## MATERIAL FOR THIS TASK
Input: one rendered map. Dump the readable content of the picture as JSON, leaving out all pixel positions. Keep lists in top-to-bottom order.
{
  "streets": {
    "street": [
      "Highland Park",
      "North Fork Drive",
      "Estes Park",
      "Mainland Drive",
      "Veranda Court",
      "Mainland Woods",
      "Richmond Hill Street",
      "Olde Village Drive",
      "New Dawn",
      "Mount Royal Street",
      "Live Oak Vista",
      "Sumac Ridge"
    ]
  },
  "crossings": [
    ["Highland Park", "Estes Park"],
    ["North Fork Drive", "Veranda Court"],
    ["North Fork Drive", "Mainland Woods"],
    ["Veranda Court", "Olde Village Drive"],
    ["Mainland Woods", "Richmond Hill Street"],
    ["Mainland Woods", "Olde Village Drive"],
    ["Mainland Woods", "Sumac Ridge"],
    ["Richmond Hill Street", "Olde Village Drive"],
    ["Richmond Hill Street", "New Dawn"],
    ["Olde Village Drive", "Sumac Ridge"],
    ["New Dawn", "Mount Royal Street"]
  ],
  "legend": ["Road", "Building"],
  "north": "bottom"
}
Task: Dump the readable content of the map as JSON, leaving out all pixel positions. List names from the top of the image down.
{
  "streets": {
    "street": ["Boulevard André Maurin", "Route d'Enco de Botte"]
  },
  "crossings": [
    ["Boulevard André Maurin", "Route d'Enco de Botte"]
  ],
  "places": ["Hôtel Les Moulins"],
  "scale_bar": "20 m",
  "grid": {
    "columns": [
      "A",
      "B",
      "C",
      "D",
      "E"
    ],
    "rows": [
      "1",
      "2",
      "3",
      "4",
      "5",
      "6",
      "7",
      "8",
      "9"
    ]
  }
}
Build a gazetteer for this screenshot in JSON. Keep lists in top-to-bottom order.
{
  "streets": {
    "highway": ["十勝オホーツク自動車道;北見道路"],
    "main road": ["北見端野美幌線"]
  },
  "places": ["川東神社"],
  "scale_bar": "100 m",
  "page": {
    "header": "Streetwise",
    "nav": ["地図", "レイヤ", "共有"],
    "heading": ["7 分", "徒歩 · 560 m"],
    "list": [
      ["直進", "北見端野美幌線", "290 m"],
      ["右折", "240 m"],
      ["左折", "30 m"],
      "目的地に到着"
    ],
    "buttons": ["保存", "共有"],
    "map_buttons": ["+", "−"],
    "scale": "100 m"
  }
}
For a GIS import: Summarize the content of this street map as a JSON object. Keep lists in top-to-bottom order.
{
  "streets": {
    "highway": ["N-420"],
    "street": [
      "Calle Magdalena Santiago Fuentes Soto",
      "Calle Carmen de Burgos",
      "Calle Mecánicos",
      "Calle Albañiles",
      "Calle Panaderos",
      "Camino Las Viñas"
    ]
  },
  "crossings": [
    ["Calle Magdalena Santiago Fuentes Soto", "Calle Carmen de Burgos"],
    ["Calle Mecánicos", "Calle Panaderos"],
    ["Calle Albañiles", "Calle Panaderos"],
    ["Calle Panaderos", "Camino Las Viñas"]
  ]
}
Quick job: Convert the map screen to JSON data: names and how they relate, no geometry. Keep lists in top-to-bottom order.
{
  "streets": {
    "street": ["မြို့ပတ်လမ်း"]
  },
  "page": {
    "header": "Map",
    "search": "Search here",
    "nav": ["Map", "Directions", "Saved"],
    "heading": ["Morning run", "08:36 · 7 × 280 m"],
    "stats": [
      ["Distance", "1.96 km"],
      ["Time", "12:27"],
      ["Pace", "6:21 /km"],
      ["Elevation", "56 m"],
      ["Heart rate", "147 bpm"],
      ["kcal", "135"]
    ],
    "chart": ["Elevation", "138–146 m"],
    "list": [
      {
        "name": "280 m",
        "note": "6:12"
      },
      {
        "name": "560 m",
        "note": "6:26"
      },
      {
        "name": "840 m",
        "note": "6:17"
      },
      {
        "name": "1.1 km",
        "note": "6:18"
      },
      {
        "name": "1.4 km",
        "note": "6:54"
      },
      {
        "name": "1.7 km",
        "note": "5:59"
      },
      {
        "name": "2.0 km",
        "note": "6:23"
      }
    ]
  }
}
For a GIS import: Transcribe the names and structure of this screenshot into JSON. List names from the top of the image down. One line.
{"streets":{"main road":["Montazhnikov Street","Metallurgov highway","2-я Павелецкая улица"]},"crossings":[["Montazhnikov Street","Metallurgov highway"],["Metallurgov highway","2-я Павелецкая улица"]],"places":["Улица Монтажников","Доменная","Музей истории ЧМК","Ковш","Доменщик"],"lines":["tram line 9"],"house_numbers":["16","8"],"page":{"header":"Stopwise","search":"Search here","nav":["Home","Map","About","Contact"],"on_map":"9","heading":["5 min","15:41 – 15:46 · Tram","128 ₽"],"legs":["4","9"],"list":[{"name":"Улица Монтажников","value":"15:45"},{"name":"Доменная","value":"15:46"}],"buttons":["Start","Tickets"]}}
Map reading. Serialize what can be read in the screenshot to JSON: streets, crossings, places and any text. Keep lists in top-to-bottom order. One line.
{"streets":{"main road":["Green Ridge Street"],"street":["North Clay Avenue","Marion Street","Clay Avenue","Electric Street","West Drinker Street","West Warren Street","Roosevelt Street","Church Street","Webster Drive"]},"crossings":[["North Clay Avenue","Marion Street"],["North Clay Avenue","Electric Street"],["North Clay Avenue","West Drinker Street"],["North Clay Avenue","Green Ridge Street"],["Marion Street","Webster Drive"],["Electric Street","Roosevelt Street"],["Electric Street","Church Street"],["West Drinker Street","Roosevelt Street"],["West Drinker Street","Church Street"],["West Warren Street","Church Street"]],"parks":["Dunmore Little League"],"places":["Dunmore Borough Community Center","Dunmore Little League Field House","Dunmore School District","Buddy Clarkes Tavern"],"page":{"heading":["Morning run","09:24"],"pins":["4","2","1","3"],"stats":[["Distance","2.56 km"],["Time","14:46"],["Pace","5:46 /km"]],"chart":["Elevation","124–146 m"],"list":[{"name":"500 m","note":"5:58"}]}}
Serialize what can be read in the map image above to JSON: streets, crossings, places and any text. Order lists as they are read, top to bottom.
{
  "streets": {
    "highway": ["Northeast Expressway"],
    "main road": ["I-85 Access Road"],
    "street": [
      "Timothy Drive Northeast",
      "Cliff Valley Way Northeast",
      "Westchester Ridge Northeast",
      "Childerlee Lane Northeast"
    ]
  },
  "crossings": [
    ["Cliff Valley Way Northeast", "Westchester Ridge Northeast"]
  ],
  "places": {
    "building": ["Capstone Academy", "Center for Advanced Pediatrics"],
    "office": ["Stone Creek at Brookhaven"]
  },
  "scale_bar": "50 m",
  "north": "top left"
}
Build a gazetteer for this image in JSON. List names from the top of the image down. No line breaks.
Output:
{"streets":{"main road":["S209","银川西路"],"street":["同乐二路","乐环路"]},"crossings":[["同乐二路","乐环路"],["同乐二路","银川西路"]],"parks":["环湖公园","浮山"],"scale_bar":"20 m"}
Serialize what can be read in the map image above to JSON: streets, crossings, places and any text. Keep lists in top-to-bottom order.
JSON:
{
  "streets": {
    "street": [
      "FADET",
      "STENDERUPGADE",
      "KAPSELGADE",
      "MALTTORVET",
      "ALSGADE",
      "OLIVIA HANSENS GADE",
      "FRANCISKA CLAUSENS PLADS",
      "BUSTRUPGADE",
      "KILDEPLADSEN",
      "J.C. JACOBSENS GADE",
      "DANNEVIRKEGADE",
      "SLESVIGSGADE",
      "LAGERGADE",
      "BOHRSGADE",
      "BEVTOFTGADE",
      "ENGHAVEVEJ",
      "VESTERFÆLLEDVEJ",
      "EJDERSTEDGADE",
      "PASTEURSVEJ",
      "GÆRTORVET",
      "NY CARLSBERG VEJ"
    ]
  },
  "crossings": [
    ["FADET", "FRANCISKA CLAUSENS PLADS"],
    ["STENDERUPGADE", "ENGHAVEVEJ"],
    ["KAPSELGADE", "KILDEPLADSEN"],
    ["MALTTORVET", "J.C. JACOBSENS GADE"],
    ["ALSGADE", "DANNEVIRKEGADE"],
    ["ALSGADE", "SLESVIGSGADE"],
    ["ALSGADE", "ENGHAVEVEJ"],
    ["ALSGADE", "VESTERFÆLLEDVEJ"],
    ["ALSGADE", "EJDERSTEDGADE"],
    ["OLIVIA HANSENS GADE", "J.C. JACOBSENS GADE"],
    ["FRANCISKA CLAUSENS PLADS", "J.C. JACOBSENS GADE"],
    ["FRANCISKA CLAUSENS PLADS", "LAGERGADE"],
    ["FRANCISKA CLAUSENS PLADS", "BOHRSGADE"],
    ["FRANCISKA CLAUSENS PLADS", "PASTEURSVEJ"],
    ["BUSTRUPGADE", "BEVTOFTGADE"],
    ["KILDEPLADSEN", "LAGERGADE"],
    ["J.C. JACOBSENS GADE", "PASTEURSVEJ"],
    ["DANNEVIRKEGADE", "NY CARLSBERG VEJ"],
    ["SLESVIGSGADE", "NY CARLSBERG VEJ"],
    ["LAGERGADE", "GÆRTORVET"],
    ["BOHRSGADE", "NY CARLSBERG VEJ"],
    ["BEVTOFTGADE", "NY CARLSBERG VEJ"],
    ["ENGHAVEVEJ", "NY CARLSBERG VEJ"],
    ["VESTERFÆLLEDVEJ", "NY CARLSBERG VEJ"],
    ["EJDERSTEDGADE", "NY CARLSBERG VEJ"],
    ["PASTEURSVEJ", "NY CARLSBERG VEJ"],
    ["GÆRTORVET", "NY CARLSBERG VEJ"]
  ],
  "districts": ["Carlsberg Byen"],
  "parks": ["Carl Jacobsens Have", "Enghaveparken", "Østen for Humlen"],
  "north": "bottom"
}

## DIRECTIONS FOR THIS TASK
What are the lines from the one with "Build a gazetteer for this image" through the last line of the records above? Quote them exactly and add nothing.

## ANSWER BELOW
Build a gazetteer for this image in JSON. List names from the top of the image down. No line breaks.
Output:
{"streets":{"main road":["S209","银川西路"],"street":["同乐二路","乐环路"]},"crossings":[["同乐二路","乐环路"],["同乐二路","银川西路"]],"parks":["环湖公园","浮山"],"scale_bar":"20 m"}
Serialize what can be read in the map image above to JSON: streets, crossings, places and any text. Keep lists in top-to-bottom order.
JSON:
{
  "streets": {
    "street": [
      "FADET",
      "STENDERUPGADE",
      "KAPSELGADE",
      "MALTTORVET",
      "ALSGADE",
      "OLIVIA HANSENS GADE",
      "FRANCISKA CLAUSENS PLADS",
      "BUSTRUPGADE",
      "KILDEPLADSEN",
      "J.C. JACOBSENS GADE",
      "DANNEVIRKEGADE",
      "SLESVIGSGADE",
      "LAGERGADE",
      "BOHRSGADE",
      "BEVTOFTGADE",
      "ENGHAVEVEJ",
      "VESTERFÆLLEDVEJ",
      "EJDERSTEDGADE",
      "PASTEURSVEJ",
      "GÆRTORVET",
      "NY CARLSBERG VEJ"
    ]
  },
  "crossings": [
    ["FADET", "FRANCISKA CLAUSENS PLADS"],
    ["STENDERUPGADE", "ENGHAVEVEJ"],
    ["KAPSELGADE", "KILDEPLADSEN"],
    ["MALTTORVET", "J.C. JACOBSENS GADE"],
    ["ALSGADE", "DANNEVIRKEGADE"],
    ["ALSGADE", "SLESVIGSGADE"],
    ["ALSGADE", "ENGHAVEVEJ"],
    ["ALSGADE", "VESTERFÆLLEDVEJ"],
    ["ALSGADE", "EJDERSTEDGADE"],
    ["OLIVIA HANSENS GADE", "J.C. JACOBSENS GADE"],
    ["FRANCISKA CLAUSENS PLADS", "J.C. JACOBSENS GADE"],
    ["FRANCISKA CLAUSENS PLADS", "LAGERGADE"],
    ["FRANCISKA CLAUSENS PLADS", "BOHRSGADE"],
    ["FRANCISKA CLAUSENS PLADS", "PASTEURSVEJ"],
    ["BUSTRUPGADE", "BEVTOFTGADE"],
    ["KILDEPLADSEN", "LAGERGADE"],
    ["J.C. JACOBSENS GADE", "PASTEURSVEJ"],
    ["DANNEVIRKEGADE", "NY CARLSBERG VEJ"],
    ["SLESVIGSGADE", "NY CARLSBERG VEJ"],
    ["LAGERGADE", "GÆRTORVET"],
    ["BOHRSGADE", "NY CARLSBERG VEJ"],
    ["BEVTOFTGADE", "NY CARLSBERG VEJ"],
    ["ENGHAVEVEJ", "NY CARLSBERG VEJ"],
    ["VESTERFÆLLEDVEJ", "NY CARLSBERG VEJ"],
    ["EJDERSTEDGADE", "NY CARLSBERG VEJ"],
    ["PASTEURSVEJ", "NY CARLSBERG VEJ"],
    ["GÆRTORVET", "NY CARLSBERG VEJ"]
  ],
  "districts": ["Carlsberg Byen"],
  "parks": ["Carl Jacobsens Have", "Enghaveparken", "Østen for Humlen"],
  "north": "bottom"
}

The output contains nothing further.